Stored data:
◆ ◆ ◆ ◆ ◆

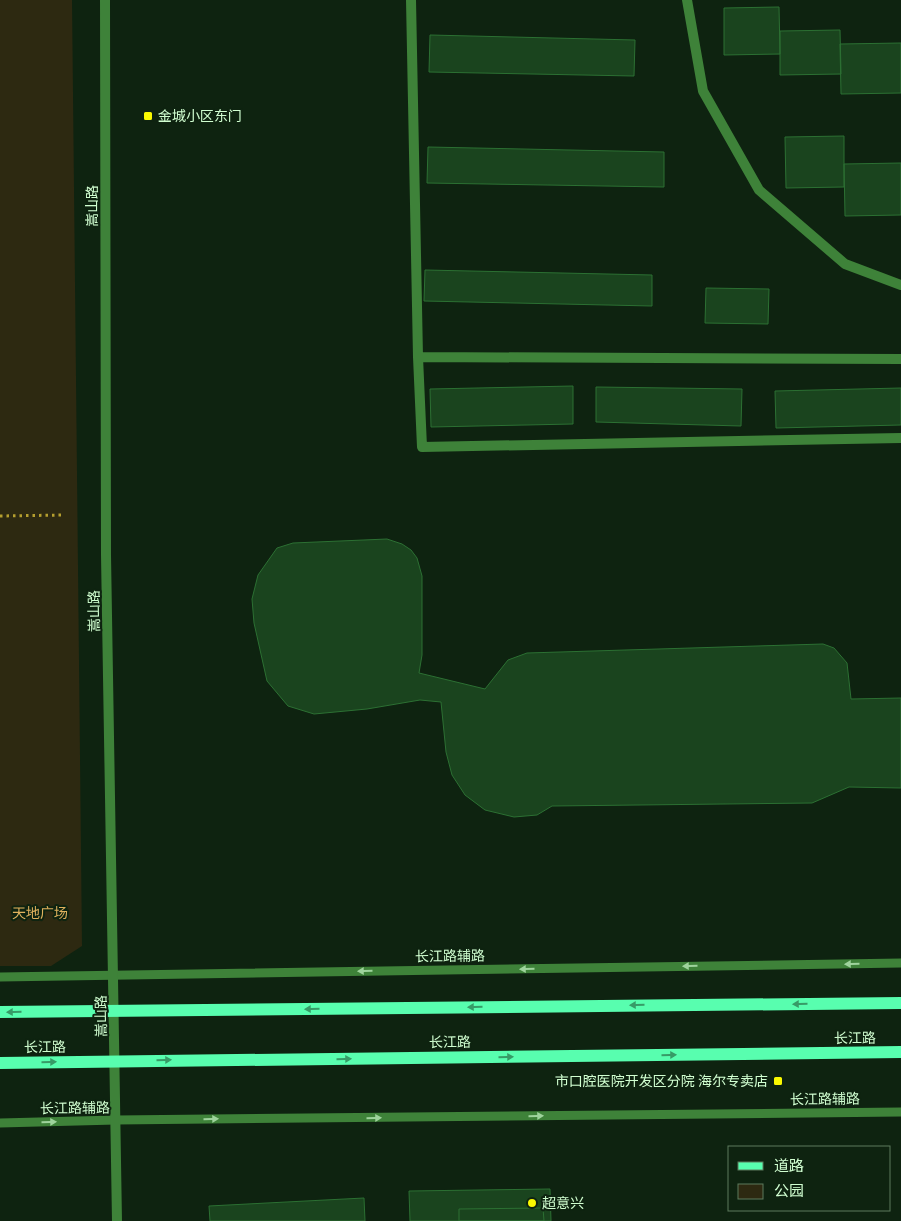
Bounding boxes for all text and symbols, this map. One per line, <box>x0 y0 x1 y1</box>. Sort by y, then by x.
place label: 金城小区东门 <box>158 107 242 124</box>
marker: 金城小区东门 <box>142 110 154 122</box>
street label: 嵩山路 <box>83 185 100 227</box>
street label: 嵩山路 <box>85 590 102 632</box>
park label: 天地广场 <box>12 904 68 921</box>
street label: 长江路辅路 <box>415 946 485 965</box>
one-way arrow <box>844 960 860 968</box>
one-way arrow <box>682 963 698 971</box>
one-way arrow <box>519 965 535 973</box>
one-way arrow <box>357 967 373 975</box>
street label: 嵩山路 <box>92 995 109 1037</box>
one-way arrow <box>792 1000 808 1008</box>
one-way arrow <box>629 1002 645 1010</box>
one-way arrow <box>467 1003 483 1011</box>
one-way arrow <box>304 1005 320 1013</box>
one-way arrow <box>5 1008 21 1016</box>
street label: 长江路 <box>834 1029 876 1046</box>
street label: 长江路 <box>429 1033 471 1050</box>
street label: 长江路 <box>24 1038 66 1055</box>
one-way arrow <box>661 1051 677 1059</box>
one-way arrow <box>499 1053 515 1061</box>
one-way arrow <box>336 1054 352 1062</box>
one-way arrow <box>156 1056 172 1064</box>
one-way arrow <box>41 1058 57 1066</box>
place label: 市口腔医院开发区分院 海尔专卖店 <box>555 1072 768 1089</box>
marker: 市口腔医院开发区分院 海尔专卖店 <box>772 1075 784 1087</box>
street label: 长江路辅路 <box>790 1089 860 1108</box>
street label: 长江路辅路 <box>40 1098 110 1117</box>
one-way arrow <box>528 1112 544 1120</box>
one-way arrow <box>366 1114 382 1122</box>
one-way arrow <box>203 1115 219 1123</box>
one-way arrow <box>41 1118 57 1126</box>
legend <box>728 1146 891 1211</box>
text: 道路 <box>774 1156 804 1174</box>
text: 公园 <box>774 1181 804 1199</box>
place label: 超意兴 <box>542 1194 584 1211</box>
marker: 超意兴 <box>526 1197 538 1209</box>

◆ ◆ ◆ ◆ ◆

What you will do:
With the images excluded, all entries are to be given again exactly.

Response area:
Bounding boxes for all text and symbols, this map. One per line, <box>x0 y0 x1 y1</box>. Sort by y, then by x.
place label: 金城小区东门 <box>158 107 242 124</box>
marker: 金城小区东门 <box>142 110 154 122</box>
street label: 嵩山路 <box>83 185 100 227</box>
street label: 嵩山路 <box>85 590 102 632</box>
park label: 天地广场 <box>12 904 68 921</box>
street label: 长江路辅路 <box>415 946 485 965</box>
one-way arrow <box>844 960 860 968</box>
one-way arrow <box>682 963 698 971</box>
one-way arrow <box>519 965 535 973</box>
one-way arrow <box>357 967 373 975</box>
street label: 嵩山路 <box>92 995 109 1037</box>
one-way arrow <box>792 1000 808 1008</box>
one-way arrow <box>629 1002 645 1010</box>
one-way arrow <box>467 1003 483 1011</box>
one-way arrow <box>304 1005 320 1013</box>
one-way arrow <box>5 1008 21 1016</box>
street label: 长江路 <box>834 1029 876 1046</box>
street label: 长江路 <box>429 1033 471 1050</box>
street label: 长江路 <box>24 1038 66 1055</box>
one-way arrow <box>661 1051 677 1059</box>
one-way arrow <box>499 1053 515 1061</box>
one-way arrow <box>336 1054 352 1062</box>
one-way arrow <box>156 1056 172 1064</box>
one-way arrow <box>41 1058 57 1066</box>
place label: 市口腔医院开发区分院 海尔专卖店 <box>555 1072 768 1089</box>
marker: 市口腔医院开发区分院 海尔专卖店 <box>772 1075 784 1087</box>
street label: 长江路辅路 <box>790 1089 860 1108</box>
street label: 长江路辅路 <box>40 1098 110 1117</box>
one-way arrow <box>528 1112 544 1120</box>
one-way arrow <box>366 1114 382 1122</box>
one-way arrow <box>203 1115 219 1123</box>
one-way arrow <box>41 1118 57 1126</box>
legend <box>728 1146 891 1211</box>
text: 道路 <box>774 1156 804 1174</box>
text: 公园 <box>774 1181 804 1199</box>
place label: 超意兴 <box>542 1194 584 1211</box>
marker: 超意兴 <box>526 1197 538 1209</box>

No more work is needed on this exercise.